Department of Urology, Institute of Urology, West China Hospital, Sichuan University, Chengdu, 610041, Sichuan, China.
Department of Radiology, West China Hospital, Sichuan University, Chengdu, Sichuan, China.
World J Urol. 2024 Aug 23;42(1):495. doi: 10.1007/s00345-024-05202-y.
To develop and validate a prediction model for identifying non-prostate cancer (non-PCa) in biopsy-naive patients with PI-RADS category ≥ 4 lesions and PSA ≤ 20 ng/ml to avoid unnecessary biopsy.
Eligible patients who underwent transperineal biopsies at West China Hospital between 2018 and 2022 were included. The patients were randomly divided into training cohort (70%) and validation cohort (30%). Logistic regression was used to screen for independent predictors of non-PCa, and a nomogram was constructed based on the regression coefficients. The discrimination and calibration were assessed by the C-index and calibration plots, respectively. Decision curve analysis (DCA) and clinical impact curves (CIC) were applied to measure the clinical net benefit.

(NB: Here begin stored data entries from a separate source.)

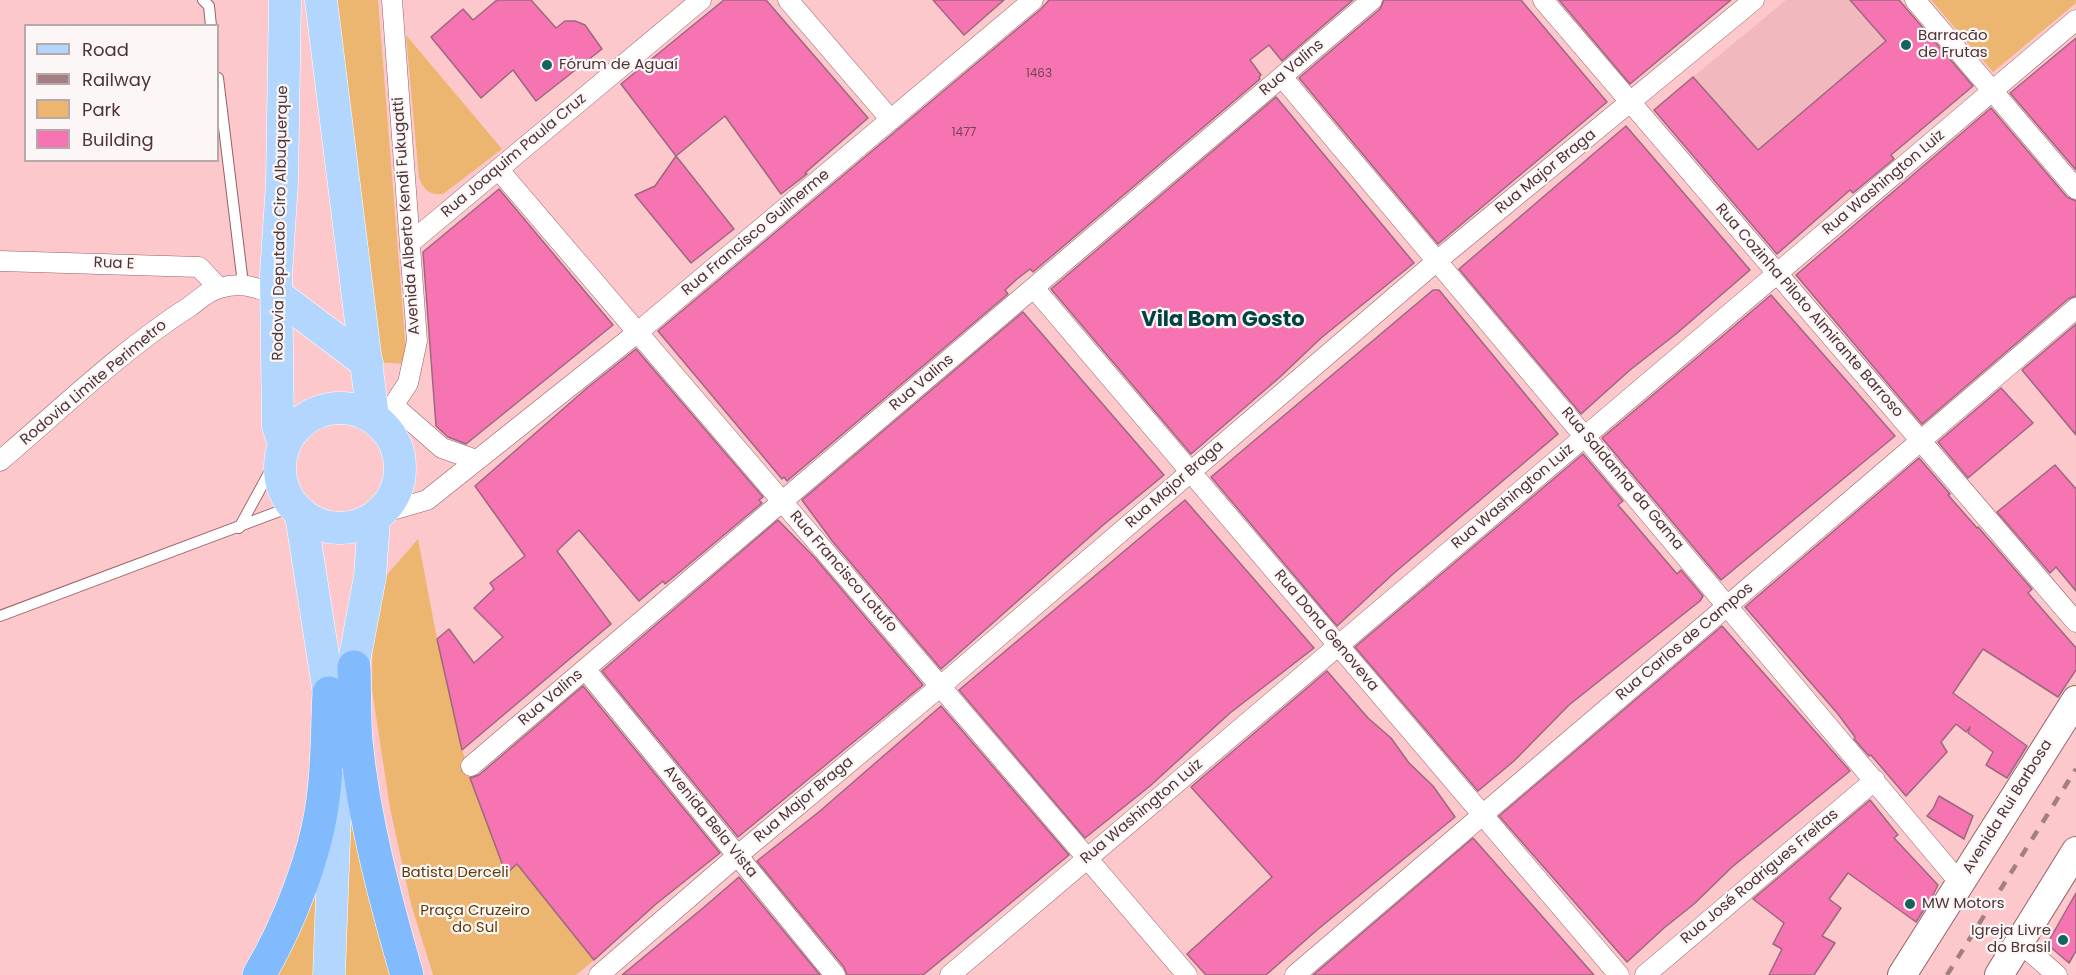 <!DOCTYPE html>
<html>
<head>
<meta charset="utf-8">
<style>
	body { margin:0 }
	#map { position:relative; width:2076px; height:975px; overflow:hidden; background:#fcc8cc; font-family:Poppins,sans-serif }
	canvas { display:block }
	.legend { position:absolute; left:24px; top:24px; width:195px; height:138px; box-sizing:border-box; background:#fdf6f6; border:2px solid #b7a8a9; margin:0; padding:8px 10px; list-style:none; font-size:18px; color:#4d3436 }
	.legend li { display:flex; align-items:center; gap:12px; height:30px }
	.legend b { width:30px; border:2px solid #b7a8a9 }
</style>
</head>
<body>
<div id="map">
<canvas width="2076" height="975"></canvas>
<ul class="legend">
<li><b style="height:8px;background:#b3d6fe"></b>Road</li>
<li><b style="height:8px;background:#a47e81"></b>Railway</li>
<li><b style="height:16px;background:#ecb670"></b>Park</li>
<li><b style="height:16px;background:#f574b1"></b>Building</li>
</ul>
</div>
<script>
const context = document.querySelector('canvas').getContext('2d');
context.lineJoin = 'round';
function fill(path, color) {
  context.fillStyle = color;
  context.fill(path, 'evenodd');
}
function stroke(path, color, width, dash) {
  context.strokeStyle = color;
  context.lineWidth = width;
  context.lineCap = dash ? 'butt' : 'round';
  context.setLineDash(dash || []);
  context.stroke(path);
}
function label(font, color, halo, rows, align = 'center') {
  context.font = font + ' Poppins,sans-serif';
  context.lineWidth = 4.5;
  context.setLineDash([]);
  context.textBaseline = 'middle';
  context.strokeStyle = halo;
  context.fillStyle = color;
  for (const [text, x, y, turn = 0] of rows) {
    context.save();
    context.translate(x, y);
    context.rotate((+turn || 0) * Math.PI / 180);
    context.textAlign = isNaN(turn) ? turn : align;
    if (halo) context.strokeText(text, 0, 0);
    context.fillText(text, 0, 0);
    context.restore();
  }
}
fill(new Path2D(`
	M1786 0H1850L1886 41 1758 150 1693 77Z`), '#f1b8bd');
fill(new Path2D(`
	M337 0H378L407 364 370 362Z
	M1931 0H2076V3L1993 72Z
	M406 35 502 149 443 194C429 195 424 190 419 178Z
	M418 539 437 639 462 750 506 874 517 864 594 960 576 975H433L411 904 390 808 372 690 373 591Z
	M347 763 399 975H339Z
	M319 853 320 975H269Z`), '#ecb670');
const building = new Path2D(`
	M497 0H531L556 28 565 21H575L585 25 602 49 536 101 513 70 481 98 431 37 463 9 473 20Z
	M724 0H766L868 118 805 173 807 174 781 194 725 116 676 156 621 84Z
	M933 0H1004L964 35Z
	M1049 0H1353L1282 61 1269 45 1250 60 1261 75 1259 77 1260 79 1033 272 1030 269 1017 279 1005 290 1008 294 787 481 784 477 782 479 658 331 1041 9Z
	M1384 0H1521L1607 102 1438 244 1299 78 1380 9Z
	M1559 0H1731L1630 84Z
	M1850 0H1899L1973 86 1891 155 1894 159 1853 193 1850 190 1777 254 1654 110 1693 77 1758 150 1886 41Z
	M2076 38V170L2010 93Z
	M1276 97 1414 263 1321 338 1280 377 1191 454 1051 289Z
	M1991 108 2067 197 2076 201V296L2068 299 1922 424 1796 275Z
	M1626 126 1750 270 1676 334 1630 370 1581 414 1459 269Z
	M676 156 734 229 691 263 635 195 655 186Z
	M499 189 613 325 466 444 448 437 436 426 423 252Z
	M1433 290H1439L1558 434 1393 574 1337 626 1211 477Z
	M1771 295 1895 436 1721 580 1602 438Z
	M1023 312 1164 475 1102 526 941 669 833 542 802 500Z
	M2076 324V435L2022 370Z
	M636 349 763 497 759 500 762 503 681 571 665 584 663 581 639 601 579 530 557 551 611 624 462 750 437 639 449 629 474 663 503 637 474 608 494 589 490 583 525 556 475 486 587 388Z
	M2001 388 2033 423 1968 478 1938 442Z
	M1583 454 1623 501 1618 505 1637 527 1677 574 1681 570 1703 596 1700 601 1569 705 1514 761 1478 791 1355 647Z
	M1919 458 1950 494 1948 495 1977 528 1978 527 2032 589 2028 593 2076 648V670L2058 697 1983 649 1953 693 2027 746 2007 778 1986 765 1993 752 1968 733 1970 727 1966 732 1956 724 1941 742 1947 752 1906 796 1871 755 1869 756 1854 739 1855 737 1838 714 1745 607Z
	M2055 465 2076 489V591L2056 567 2050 573 1997 512Z
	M1185 500 1314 648 1230 713 1150 786 1085 838 959 690Z
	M778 520 815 558 923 685 738 837 602 671Z
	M1722 626 1850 771 1732 867 1694 904 1664 928 1627 962 1499 816Z
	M1327 671 1368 718 1391 738 1409 763 1433 786 1455 817 1317 930 1266 975H1206L1187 954 1272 877 1191 787Z
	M583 686 720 853 656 904 594 960 517 864 506 874 470 778 479 775Z
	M941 706 1069 855 923 975H847L844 967 757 861 820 811Z
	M1939 796 1973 816 1964 839 1927 816 1933 809Z
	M1870 800 1898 835 1894 838 1938 885 1932 897 1916 922 1848 873 1829 899 1841 908 1822 936 1835 943 1814 975H1769L1782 949 1773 944 1784 923 1753 899Z
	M1473 838 1594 975H1313Z
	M739 877 820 975H622L703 908Z
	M2076 893V951L2069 963 2047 944Z`);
fill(building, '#f574b1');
stroke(building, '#9d687e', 1.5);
const lane = new Path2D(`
	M203 0 209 6 211 26
	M218 78 243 284
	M239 528 281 451
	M0 616 293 506`);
const street = new Path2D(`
	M788 0 891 120
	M1543 0 2076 622
	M1915 0 2076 189
	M1282 77 1960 883
	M498 169 1187 975
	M410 243 701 0
	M0 261 199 267 219 288
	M1034 288 1619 975
	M394 406 442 448 476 460
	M381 424 408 383 417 341 392 0
	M0 461C60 410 123 349 189 307 199 300 207 291 220 288 242 281 256 288 277 295
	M382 513 427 500 638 332 1033 0
	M585 669 835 975
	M471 766 1372 0
	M2019 942 2057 975
	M599 975 737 856 942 685 1438 260 1754 0
	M950 975 2076 20
	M1295 975 2076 308
	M1645 975 1875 780`);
const secondary = new Path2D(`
	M1902 975 2076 700
	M1999 975 2076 851`);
const primary = new Path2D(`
	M321 0 373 418
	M277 295 367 363
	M280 468a60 60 0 1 1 120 0a60 60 0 1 1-120 0Z
	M284 444 278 426 276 275 282 182 285 0
	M301 515 333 719
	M348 693 370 577 374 519
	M329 975 336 786`);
const highway = new Path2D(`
	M354 667C355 692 354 717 356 741 364 820 385 899 407 975
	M259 975C288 926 316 856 323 799 328 764 327 728 329 693`);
stroke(lane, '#996066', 12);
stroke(street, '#996066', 21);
stroke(secondary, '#996066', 30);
stroke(primary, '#fff', 33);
stroke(highway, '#fff', 34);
stroke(lane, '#fff', 10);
stroke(street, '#fff', 20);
stroke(secondary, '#fff', 28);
stroke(primary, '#b3d6fe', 32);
stroke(highway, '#81bbfe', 33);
stroke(new Path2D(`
	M1947 975 2076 769`), '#a47e81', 4.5, [10, 10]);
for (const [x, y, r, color] of [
	[1906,45,6,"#136361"],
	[547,65,6,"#136361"],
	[1910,904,6,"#136361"],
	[2063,940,6,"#136361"]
]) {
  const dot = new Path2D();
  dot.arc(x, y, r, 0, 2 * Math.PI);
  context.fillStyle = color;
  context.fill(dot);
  stroke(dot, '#fdf6f6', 2);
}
label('12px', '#745', null, [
	["1463",1039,74],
	["1477",964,133]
]);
label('15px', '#4d3436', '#fdf6f6', [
	["Barracão",1918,36],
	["de Frutas",1918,53],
	["Fórum de Aguaí",559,65],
	["MW Motors",1922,904],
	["Igreja Livre",2051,931,"right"],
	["do Brasil",2051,948,"right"]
], 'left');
label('15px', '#4d3436', '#fdf6f6', [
	["Rua Valins",1292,68,-40],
	["Rua Joaquim Paula Cruz",514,156,-40],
	["Rua Major Braga",1546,172,-39],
	["Rua Washington Luiz",1884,183,-40],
	["Avenida Alberto Kendi Fukugatti",407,216,-94],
	["Rodovia Deputado Ciro Albuquerque",281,223,-89],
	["Rua Francisco Guilherme",756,233,-40],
	["Rua E",114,264,2],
	["Rua Cozinha Piloto Almirante Barroso",1809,311,49],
	["Rodovia Limite Perimetro",94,383,-40],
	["Rua Valins",922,383,-40],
	["Rua Saldanha da Gama",1622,479,50],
	["Rua Major Braga",1175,485,-41],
	["Rua Washington Luiz",1513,497,-40],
	["Rua Francisco Lotufo",843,572,49],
	["Rua Dona Genoveva",1326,631,50],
	["Rua Carlos de Campos",1685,642,-40],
	["Rua Valins",551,698,-40],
	["Rua Major Braga",804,800,-40],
	["Avenida Rui Barbosa",2008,807,-58],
	["Rua Washington Luiz",1142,812,-40],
	["Avenida Bela Vista",710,822,51],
	["Rua José Rodrigues Freitas",1760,877,-40]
]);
label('15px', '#5f3d06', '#fdf6f6', [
	["Batista Derceli",455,873],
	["Praça Cruzeiro",475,911],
	["do Sul",475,928]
]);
label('bold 21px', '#004342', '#fdf6f6', [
	["Vila Bom Gosto",1223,321]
]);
</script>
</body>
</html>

A total of 1580 patients were included, with 634 non-PCa. Age, prostate volume, prostate-specific antigen density (PSAD), apparent diffusion coefficient (ADC) and lesion zone were independent predictors incorporated into the optimal prediction model, and a corresponding nomogram was constructed ( https://nomogramscu.shinyapps.io/PI-RADS-4-5/ ). The model achieved a C-index of 0.931 (95% CI, 0.910-0.953) in the validation cohort. The DCA and CIC demonstrated an increased net benefit over a wide range of threshold probabilities. At biopsy-free thresholds of 60%, 70%, and 80%, the nomogram was able to avoid 74.0%, 65.8%, and 55.6% of unnecessary biopsies against 9.0%, 5.0%, and 3.6% of missed PCa (or 35.9%, 30.2% and 25.1% of foregone biopsies, respectively).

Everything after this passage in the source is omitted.